Friday, March 27, 2009

If you haven't picked a side, then you're part of the battlefield (Part 2)

For we wrestle not against flesh and blood, but against principalities, against powers, against the rulers of the darkness of this world, against spiritual wickedness in high places. - Ephesians, 6:12

Sounds good, doesn't it? Sounds like even way back when, "St" Paul had his own bone to pick with government corruption, perhaps a wealthy and powerful merchant, that is, capitalist pig, or two, eh? Just goes to show that back then, people were at least as stupid, simple-minded and naive as they are now.

I have some difficulty with the concepts of good and evil. One man's good has a way of being another man's evil. You know, like how one man's freedom fighter is another man's terrorist. When you're young and stupid, the world seems so black and white. Looking back, I can't help but laugh at how I enjoyed those silly old 80s action movies. The beautiful people were obviously the good guys, and no matter how many bad guys they faced, everyone knew that good always wins in the end. Being the bad guy meant you were either a hopelessly malcoordinated, cockeyed meat puppet waiting to be killed, or a diabolically powerful evil genius whose fatal flaw is, for some reason, gloating far more than any reasonable human being would. It was a Captain Kirk world of shoot-the-ugly-ones, shag-the-hot-ones.

Then, assuming, of course, that you keep your eyes and ears open, you see a bit more of the real world. We find that most of the black and white doesn't actually exist in the real world. And that what remains is, naturally, grey. Even if we were to take the broad view that evil is "knowing better and doing worse", we never see in real life evil done for the sake of evil, like some Saturday morning cartoon villain*. There's always something behind it - mental illness, the profit motive, escalation of an existing conflict, and perhaps most insidious of them all, delusion...

Dichotomizing the world to fit ideals of good and evil is childish and stupid. Deep in the heart of the very worst conflicts mankind has known are simple-minded fools who could only see the black and white, who divide the world into Us and Them and what we forget, all too often, is that these people whom we so quickly label as tyrants and psychopaths are backed, every step of the way by mobs of perfectly ordinary people, like you and me (minus the ability to think critically) who bought into the bullshit.

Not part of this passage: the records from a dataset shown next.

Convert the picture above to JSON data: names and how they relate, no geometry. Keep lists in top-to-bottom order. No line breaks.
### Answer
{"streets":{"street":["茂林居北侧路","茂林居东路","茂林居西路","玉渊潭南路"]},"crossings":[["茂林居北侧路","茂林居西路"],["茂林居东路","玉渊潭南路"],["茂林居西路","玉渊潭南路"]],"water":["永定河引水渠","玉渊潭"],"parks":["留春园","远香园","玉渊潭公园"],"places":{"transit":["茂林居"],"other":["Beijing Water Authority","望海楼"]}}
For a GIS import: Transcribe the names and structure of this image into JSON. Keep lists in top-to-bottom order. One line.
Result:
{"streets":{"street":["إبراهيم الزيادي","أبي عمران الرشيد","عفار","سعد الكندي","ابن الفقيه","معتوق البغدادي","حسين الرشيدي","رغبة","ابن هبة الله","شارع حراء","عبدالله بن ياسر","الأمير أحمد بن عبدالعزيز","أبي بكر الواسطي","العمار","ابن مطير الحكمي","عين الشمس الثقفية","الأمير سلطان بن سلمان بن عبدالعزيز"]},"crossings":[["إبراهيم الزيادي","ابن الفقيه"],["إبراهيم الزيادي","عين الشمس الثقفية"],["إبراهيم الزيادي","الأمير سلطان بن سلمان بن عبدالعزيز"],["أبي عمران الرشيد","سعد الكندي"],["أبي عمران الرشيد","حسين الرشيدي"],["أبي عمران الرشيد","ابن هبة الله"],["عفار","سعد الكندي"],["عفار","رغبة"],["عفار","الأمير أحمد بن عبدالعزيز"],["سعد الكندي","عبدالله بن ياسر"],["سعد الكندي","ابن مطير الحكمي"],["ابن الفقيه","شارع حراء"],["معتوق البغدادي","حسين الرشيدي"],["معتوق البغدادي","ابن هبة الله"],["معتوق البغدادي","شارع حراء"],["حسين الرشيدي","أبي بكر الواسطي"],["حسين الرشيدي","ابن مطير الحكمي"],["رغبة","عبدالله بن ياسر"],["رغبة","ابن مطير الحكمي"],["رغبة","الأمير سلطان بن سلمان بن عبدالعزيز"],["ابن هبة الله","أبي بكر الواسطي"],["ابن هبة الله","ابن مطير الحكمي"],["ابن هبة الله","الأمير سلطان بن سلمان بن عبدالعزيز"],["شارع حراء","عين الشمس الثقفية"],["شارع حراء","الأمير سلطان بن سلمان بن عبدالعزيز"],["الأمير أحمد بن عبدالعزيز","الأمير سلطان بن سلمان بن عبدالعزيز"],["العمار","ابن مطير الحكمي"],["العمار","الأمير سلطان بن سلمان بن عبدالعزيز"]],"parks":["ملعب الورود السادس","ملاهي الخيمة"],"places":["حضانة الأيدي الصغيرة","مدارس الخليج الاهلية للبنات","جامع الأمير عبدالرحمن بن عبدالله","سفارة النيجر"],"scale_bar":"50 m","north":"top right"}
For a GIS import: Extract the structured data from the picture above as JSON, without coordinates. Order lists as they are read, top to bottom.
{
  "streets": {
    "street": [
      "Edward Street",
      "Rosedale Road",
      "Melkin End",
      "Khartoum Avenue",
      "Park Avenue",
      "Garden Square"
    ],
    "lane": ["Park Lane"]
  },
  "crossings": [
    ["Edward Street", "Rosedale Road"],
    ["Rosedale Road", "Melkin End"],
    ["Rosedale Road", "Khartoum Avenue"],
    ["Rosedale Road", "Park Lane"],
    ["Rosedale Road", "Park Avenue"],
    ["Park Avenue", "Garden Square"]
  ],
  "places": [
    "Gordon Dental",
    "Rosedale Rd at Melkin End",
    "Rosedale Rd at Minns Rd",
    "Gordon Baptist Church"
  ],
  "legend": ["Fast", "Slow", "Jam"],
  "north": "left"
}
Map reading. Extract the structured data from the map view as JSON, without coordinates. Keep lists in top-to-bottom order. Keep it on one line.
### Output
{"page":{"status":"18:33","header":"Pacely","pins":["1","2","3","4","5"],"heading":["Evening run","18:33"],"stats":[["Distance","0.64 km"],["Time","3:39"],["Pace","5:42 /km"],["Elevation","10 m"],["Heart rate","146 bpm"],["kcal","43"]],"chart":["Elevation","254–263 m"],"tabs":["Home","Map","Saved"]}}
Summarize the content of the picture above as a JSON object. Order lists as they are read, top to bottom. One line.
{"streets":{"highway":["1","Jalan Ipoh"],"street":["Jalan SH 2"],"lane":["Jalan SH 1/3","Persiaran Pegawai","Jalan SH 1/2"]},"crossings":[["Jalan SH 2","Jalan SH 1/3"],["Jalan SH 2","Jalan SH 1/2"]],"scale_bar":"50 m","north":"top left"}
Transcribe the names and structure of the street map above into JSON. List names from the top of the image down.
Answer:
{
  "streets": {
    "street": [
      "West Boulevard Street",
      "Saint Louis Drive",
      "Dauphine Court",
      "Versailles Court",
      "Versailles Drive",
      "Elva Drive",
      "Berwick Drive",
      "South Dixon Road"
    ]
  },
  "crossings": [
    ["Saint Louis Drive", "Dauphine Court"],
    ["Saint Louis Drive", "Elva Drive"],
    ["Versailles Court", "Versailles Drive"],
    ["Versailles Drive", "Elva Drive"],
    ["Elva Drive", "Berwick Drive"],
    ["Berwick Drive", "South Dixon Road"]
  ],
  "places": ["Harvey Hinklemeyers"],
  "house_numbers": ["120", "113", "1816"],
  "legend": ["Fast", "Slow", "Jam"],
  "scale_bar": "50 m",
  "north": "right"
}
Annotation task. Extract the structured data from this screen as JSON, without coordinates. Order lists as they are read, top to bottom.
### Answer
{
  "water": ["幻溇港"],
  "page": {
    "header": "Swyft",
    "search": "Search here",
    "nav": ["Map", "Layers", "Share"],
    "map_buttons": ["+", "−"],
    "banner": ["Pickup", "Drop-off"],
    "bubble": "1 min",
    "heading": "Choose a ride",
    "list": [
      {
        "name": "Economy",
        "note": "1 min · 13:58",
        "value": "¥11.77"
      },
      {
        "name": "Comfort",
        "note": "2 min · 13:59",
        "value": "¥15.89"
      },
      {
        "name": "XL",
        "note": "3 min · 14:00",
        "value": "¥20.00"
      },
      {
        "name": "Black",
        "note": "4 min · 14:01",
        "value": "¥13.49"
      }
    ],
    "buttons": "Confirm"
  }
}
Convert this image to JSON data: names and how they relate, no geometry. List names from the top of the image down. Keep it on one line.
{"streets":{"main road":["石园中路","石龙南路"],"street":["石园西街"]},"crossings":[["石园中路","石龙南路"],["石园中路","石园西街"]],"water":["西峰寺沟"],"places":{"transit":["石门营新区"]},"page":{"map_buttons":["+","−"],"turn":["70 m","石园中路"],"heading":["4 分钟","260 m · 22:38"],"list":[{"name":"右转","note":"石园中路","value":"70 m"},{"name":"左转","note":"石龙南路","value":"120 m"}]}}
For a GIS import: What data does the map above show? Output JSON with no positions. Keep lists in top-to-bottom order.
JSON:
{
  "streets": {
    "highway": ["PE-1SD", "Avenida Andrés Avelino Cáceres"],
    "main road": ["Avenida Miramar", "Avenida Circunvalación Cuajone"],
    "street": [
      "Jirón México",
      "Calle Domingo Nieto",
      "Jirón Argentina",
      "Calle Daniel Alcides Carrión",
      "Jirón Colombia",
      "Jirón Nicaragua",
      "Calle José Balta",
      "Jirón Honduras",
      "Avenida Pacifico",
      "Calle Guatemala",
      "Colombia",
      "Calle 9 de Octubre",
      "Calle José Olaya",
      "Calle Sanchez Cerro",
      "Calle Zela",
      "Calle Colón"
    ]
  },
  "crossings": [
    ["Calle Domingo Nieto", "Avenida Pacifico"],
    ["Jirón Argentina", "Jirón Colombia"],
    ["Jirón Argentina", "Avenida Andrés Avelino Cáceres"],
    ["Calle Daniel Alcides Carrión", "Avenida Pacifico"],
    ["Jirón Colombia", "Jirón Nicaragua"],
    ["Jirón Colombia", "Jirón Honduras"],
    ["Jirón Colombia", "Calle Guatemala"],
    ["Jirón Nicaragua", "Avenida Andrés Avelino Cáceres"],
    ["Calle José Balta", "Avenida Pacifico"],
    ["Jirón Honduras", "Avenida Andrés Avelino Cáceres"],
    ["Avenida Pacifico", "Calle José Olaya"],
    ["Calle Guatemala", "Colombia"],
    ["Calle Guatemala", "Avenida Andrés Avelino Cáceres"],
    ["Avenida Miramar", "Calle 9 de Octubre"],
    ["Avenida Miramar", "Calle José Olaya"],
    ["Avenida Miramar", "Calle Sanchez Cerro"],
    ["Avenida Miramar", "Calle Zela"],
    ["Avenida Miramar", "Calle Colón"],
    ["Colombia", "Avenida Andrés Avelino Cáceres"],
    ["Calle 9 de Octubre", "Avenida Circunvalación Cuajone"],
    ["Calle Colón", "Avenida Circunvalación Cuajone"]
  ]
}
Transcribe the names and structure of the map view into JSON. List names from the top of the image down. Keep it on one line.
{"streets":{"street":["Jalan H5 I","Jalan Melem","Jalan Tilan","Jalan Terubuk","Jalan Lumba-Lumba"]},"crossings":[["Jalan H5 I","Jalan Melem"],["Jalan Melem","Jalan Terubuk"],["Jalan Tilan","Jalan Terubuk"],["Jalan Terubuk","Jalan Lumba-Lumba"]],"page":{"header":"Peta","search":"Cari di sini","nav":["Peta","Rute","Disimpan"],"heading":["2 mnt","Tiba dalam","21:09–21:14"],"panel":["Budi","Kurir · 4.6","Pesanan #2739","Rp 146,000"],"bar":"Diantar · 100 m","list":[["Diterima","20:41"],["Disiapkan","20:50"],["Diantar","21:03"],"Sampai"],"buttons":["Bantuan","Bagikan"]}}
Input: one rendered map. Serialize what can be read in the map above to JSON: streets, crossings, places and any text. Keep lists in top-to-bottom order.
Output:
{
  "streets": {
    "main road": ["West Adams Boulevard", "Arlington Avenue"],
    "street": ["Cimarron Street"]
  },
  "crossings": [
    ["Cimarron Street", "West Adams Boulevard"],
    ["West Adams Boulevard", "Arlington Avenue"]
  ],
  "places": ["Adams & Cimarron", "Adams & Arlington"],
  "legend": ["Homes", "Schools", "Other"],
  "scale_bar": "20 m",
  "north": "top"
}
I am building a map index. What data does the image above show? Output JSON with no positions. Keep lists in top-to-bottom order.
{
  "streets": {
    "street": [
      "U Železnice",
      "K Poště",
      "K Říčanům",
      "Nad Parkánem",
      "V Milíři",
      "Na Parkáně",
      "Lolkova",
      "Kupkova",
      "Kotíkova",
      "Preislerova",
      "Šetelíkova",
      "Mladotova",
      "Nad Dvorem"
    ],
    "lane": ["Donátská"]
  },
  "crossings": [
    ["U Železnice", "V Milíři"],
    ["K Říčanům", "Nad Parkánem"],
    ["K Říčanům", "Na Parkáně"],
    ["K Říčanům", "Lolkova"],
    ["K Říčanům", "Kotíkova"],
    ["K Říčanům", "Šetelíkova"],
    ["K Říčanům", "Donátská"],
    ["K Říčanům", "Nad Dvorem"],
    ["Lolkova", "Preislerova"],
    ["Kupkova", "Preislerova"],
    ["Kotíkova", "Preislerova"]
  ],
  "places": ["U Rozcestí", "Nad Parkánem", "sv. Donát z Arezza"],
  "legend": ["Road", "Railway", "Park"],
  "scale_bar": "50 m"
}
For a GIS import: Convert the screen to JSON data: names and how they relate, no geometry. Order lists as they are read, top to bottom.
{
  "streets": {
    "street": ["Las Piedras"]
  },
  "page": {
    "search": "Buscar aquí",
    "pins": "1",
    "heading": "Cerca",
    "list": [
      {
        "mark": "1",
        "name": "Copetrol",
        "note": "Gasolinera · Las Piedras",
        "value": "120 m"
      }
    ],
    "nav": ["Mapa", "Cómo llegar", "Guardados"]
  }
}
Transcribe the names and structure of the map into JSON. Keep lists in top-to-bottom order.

Bullshit is relentless. Anyone living in any modern society is mired in it, every day of his life. As any marketing executive, clergyman or politician would know, making up bullshit is much, much easier than disproving it. The good empiricist is, for the most part, shielded from it all by the unfailing power of empiricism and a skeptical mind.

Perhaps it seems cold or soulless, maybe even elitist. The empiricist looks upon many things that many people hold very dear indeed with disdain, most notably faith. In subjecting everything we perceive to the stringent standards of empirical truth, we cut through the tides of bullshit, and see far more of the real world than would more credulous minds. This is a double-edged sword.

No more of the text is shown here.